Avec leur plume unique et leur sensibilité propre, des artistes nous présentent leur vision du monde qui nous entoure. Cette semaine, nous donnons carte blanche à Audrée Wilhelmy.

Fin novembre et la grisaille parisienne : je m’enfonce dans le clair-obscur d’une mise en scène, au sous-sol du palais Galliera de Paris. Dans le dédale de l’exposition Frida Kahlo : au-delà des apparences, seuls les bijoux, les robes et les autoportraits de l’artiste mexicaine sont illuminés. Les visiteurs vont d’un phare coloré à l’autre, admirent les massifs colliers de jade et d’argent, la superposition des jupons, les corsets de plâtre peint, les orthèses diaprées, les broderies d’Oaxaca qui ornent foulards, jupes et chemises.

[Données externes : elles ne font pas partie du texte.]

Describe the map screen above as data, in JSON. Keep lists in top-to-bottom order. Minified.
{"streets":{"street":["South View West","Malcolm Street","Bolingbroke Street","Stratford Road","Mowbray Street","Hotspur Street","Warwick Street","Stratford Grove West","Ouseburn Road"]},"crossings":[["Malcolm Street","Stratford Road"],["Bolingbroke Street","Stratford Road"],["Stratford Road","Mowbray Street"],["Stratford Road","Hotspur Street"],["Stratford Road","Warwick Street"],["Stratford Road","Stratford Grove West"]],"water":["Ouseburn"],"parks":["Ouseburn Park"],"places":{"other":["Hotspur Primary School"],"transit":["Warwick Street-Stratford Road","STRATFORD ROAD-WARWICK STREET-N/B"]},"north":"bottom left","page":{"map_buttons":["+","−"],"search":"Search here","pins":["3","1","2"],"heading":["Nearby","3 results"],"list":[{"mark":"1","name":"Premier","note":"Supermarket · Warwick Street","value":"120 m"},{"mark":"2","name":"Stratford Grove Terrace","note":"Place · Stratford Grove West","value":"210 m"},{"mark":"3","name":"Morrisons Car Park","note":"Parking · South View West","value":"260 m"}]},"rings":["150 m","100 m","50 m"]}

Je ne sais pas combien de temps je reste figée devant chacun des tehuana, ces vêtements traditionnels des femmes de Juchitán arborés par Frida Kahlo. Constituées d’une chemise carrée brodée, d’une jupe longue et, à l’occasion, d’un voile de célébration, ces tenues sont associées à l’unique société matriarcale du Mexique, celle de l’isthme de Tehuantepec. Si Frida Kahlo les a choisies comme parure de prédilection, c’était en grande partie pour leur portée politique : à travers elles, l’artiste revendiquait la souveraineté de toute femme sur sa propre vie.

PHOTO TIRÉE DE LA PAGE FACEBOOK DU PALAIS GALLIERA

Dans le dédale de l’exposition Frida Kahlo : au-delà des apparences, seuls les bijoux, les robes et les autoportraits de l’artiste mexicaine sont illuminés.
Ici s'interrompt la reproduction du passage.